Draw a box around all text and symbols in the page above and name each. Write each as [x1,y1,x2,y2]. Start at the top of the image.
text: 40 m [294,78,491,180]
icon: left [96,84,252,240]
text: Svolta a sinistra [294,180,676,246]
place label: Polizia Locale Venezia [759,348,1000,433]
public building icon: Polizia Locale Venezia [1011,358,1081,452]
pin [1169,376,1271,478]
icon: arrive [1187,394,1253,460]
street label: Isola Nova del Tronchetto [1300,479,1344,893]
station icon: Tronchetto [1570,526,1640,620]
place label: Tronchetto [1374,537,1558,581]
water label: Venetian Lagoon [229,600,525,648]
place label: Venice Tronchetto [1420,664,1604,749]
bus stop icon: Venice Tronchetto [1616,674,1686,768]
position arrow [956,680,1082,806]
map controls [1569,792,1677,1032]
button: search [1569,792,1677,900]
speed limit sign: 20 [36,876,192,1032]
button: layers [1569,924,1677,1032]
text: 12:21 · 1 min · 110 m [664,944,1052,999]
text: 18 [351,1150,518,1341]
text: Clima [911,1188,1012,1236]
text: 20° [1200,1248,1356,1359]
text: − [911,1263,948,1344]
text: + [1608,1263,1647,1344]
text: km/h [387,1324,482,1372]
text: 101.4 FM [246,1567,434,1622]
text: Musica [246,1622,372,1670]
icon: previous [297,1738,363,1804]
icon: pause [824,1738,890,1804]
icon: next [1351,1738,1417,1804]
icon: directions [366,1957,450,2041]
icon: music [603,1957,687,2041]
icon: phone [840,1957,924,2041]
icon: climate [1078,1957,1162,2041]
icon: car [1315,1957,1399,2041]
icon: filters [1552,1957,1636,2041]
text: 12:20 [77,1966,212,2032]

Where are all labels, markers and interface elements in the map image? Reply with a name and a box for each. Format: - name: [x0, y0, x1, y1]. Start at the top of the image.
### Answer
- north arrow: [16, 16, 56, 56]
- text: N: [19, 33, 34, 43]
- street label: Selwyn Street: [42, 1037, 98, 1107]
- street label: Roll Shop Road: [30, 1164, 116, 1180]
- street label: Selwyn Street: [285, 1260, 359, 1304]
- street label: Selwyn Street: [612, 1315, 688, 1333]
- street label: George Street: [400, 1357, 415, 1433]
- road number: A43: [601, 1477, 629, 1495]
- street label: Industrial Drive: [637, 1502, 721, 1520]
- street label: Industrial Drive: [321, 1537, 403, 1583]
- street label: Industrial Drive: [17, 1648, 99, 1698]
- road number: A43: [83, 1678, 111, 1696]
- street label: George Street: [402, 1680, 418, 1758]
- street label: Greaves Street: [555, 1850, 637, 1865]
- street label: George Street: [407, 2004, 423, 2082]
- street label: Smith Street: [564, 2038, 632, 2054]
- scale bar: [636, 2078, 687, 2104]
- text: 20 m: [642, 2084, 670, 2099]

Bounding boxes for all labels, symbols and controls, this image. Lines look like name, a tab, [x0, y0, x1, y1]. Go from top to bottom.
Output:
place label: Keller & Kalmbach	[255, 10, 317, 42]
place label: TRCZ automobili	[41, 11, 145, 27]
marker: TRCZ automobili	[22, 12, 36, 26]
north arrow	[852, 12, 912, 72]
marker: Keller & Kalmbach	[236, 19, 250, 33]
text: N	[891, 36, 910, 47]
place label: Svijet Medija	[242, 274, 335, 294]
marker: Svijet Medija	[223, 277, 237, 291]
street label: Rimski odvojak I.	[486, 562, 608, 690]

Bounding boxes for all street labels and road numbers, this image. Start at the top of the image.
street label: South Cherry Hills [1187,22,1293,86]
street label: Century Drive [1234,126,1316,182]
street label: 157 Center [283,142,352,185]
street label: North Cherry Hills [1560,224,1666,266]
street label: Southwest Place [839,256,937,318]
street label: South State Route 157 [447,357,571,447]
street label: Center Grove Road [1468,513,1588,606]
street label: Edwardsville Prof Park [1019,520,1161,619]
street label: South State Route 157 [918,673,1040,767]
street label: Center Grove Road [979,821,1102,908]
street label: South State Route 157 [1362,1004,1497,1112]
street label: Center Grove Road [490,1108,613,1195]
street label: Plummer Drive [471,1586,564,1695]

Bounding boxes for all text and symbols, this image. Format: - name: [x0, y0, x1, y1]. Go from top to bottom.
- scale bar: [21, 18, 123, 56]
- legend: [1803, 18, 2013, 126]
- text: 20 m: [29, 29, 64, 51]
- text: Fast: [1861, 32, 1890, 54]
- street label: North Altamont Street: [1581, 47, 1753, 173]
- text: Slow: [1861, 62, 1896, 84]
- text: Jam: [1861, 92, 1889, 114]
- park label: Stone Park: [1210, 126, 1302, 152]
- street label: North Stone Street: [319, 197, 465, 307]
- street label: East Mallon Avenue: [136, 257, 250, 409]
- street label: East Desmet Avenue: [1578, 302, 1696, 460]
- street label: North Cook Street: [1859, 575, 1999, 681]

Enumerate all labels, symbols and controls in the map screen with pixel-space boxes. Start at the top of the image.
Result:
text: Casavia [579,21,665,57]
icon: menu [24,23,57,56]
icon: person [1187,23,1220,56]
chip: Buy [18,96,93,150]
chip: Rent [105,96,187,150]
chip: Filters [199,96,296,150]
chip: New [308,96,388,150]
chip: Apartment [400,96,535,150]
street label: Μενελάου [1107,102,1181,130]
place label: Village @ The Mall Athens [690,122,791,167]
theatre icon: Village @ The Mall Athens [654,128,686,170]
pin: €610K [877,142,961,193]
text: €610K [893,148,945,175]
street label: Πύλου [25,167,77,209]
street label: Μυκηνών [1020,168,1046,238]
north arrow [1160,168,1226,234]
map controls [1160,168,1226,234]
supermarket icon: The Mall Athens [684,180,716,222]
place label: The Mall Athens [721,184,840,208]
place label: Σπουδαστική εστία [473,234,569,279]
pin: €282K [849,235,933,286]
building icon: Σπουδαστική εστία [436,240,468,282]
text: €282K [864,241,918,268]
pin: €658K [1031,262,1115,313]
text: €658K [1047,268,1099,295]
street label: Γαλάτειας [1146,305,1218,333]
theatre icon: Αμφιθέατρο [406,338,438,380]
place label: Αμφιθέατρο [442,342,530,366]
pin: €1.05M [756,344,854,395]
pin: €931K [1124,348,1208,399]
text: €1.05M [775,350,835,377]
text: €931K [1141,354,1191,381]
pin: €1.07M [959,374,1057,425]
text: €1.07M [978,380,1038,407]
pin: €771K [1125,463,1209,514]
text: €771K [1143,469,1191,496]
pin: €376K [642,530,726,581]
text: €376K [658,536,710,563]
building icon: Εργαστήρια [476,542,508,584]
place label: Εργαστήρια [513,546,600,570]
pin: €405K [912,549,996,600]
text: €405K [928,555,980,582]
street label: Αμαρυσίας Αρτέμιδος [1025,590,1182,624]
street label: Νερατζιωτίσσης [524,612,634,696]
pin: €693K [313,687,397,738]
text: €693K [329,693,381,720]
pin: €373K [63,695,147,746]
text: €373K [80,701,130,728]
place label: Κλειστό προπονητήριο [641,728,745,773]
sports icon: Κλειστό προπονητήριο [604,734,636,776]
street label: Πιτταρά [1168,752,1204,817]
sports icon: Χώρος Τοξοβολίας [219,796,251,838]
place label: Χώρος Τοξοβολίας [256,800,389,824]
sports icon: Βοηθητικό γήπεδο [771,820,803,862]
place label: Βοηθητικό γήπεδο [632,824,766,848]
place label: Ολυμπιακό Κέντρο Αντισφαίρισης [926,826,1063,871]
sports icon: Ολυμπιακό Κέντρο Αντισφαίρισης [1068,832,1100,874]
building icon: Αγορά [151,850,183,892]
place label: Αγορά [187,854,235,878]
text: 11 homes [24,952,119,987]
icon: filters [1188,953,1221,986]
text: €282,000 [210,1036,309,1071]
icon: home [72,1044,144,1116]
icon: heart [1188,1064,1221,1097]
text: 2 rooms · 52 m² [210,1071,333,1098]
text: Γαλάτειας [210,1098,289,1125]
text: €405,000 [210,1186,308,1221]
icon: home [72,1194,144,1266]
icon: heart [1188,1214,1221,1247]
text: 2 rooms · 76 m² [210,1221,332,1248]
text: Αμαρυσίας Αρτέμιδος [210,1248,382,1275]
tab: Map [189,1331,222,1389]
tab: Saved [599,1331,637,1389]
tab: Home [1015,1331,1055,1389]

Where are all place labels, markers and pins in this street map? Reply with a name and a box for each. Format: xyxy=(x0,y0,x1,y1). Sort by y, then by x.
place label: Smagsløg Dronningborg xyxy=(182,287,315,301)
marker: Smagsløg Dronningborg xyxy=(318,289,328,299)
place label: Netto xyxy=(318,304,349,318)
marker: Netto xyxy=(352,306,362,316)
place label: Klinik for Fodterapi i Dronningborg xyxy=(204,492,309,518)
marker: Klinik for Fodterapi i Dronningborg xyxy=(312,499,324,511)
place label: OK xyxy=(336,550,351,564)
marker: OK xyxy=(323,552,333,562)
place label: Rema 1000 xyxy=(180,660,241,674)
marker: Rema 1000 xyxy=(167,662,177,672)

★ ★ ★ ★

= What this task involves =
Show every line from the listing that contains "Γαλάτειας".

= Result =
street label: Γαλάτειας [1146,305,1218,333]
text: Γαλάτειας [210,1098,289,1125]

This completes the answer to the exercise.